Soyons charitables ! Faisons-lui l'aumône de quelques minutes. Il est si avide de contacts et de chaleur humaine et il me fait l'effet d'un chien battu en quête de caresses. Un refus risquerait de le blesser ; alors, on le suit jusqu'au grand mur d'en face et devant le portail :
"là, vous avez l'eau", évidemment, c'est le cimetière !

Pendant que nous faisons le plein : "Promettez moi de revenir me voir. Je m'appelle Charles Grolle-Dubaron". Son regard se faisant suppliant : "C'est promis, vous reviendrez ? Je ne vous dis pas Adieu mais Au revoir ; je dis bien Au revoir !". Il nous serre chaleureusement les mains, nous les rendant comme à regret.... Puis rejoint un groupe... là-bas... au loin... auprès des tombes.

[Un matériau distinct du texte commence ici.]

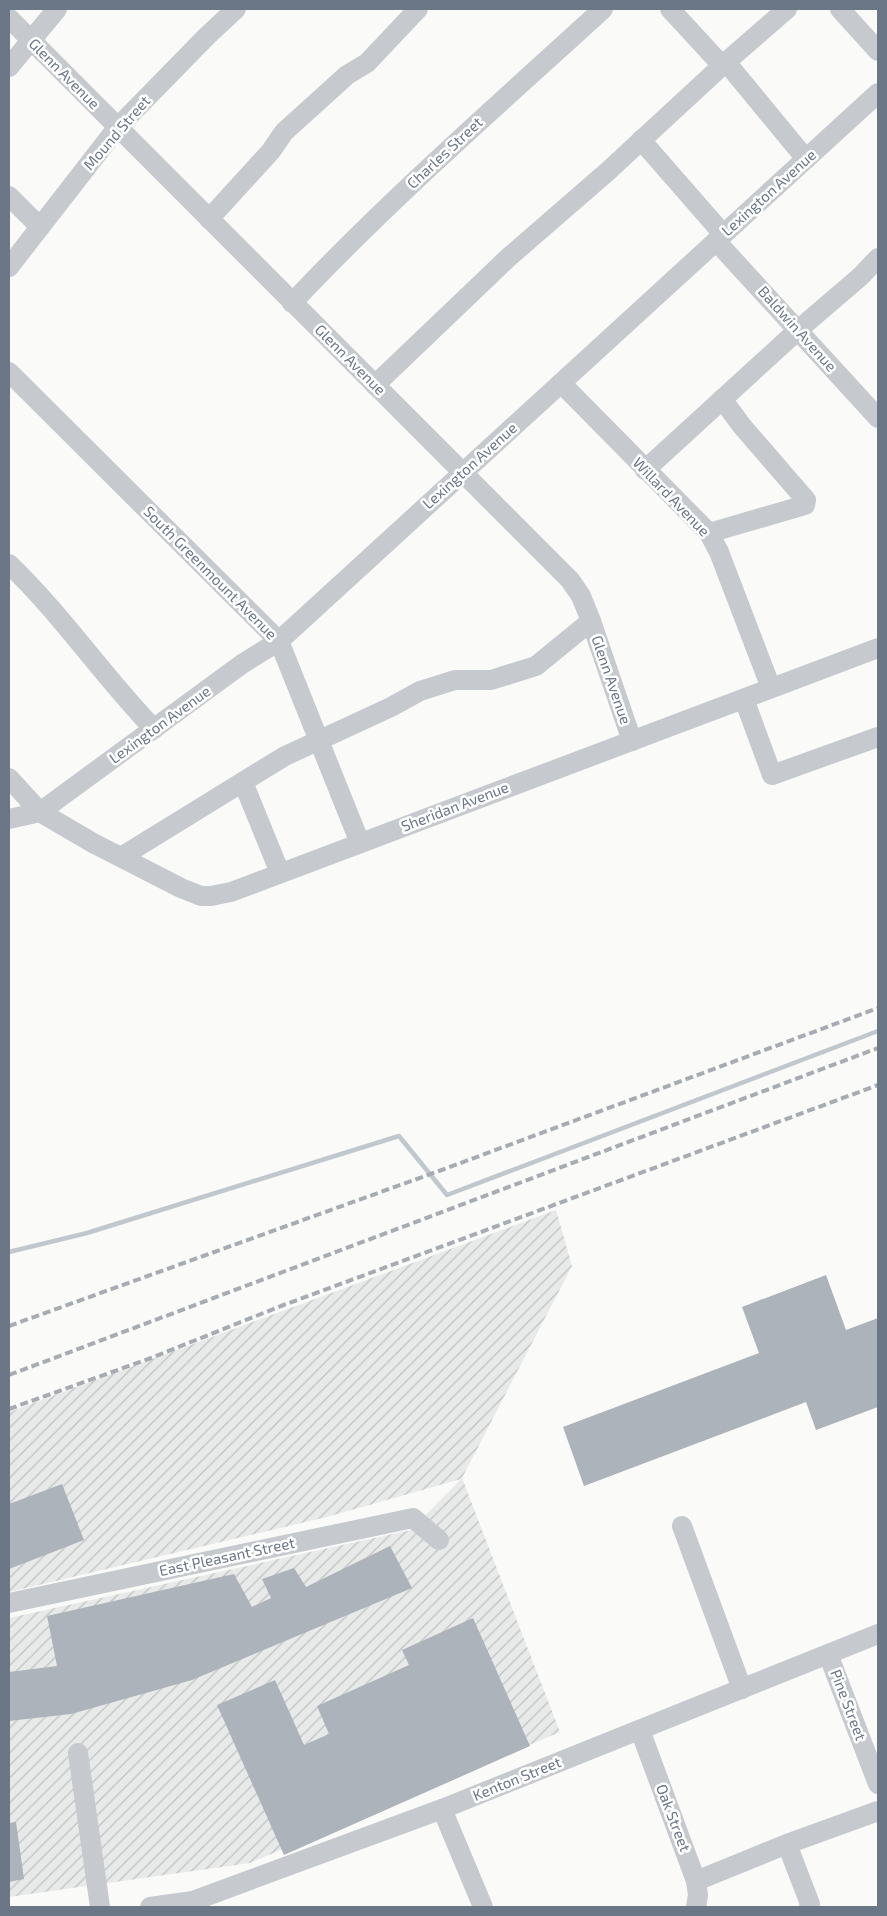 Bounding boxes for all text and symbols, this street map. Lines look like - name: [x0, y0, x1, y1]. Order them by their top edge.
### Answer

Le col de la Croix de Grateisse est proche, un peu raide au début, mais le chemin devient vite roulant et le tout est torché en moins de temps qu'il n'en faudrait pour dégager deux oreilles d'une forêt de poils. Et voilà les six cols engrangés dans la journée.

Bonne journée malgré un soleil discret et une brise un peu glacée, et avec une pensée émue pour un ami de brève rencontre.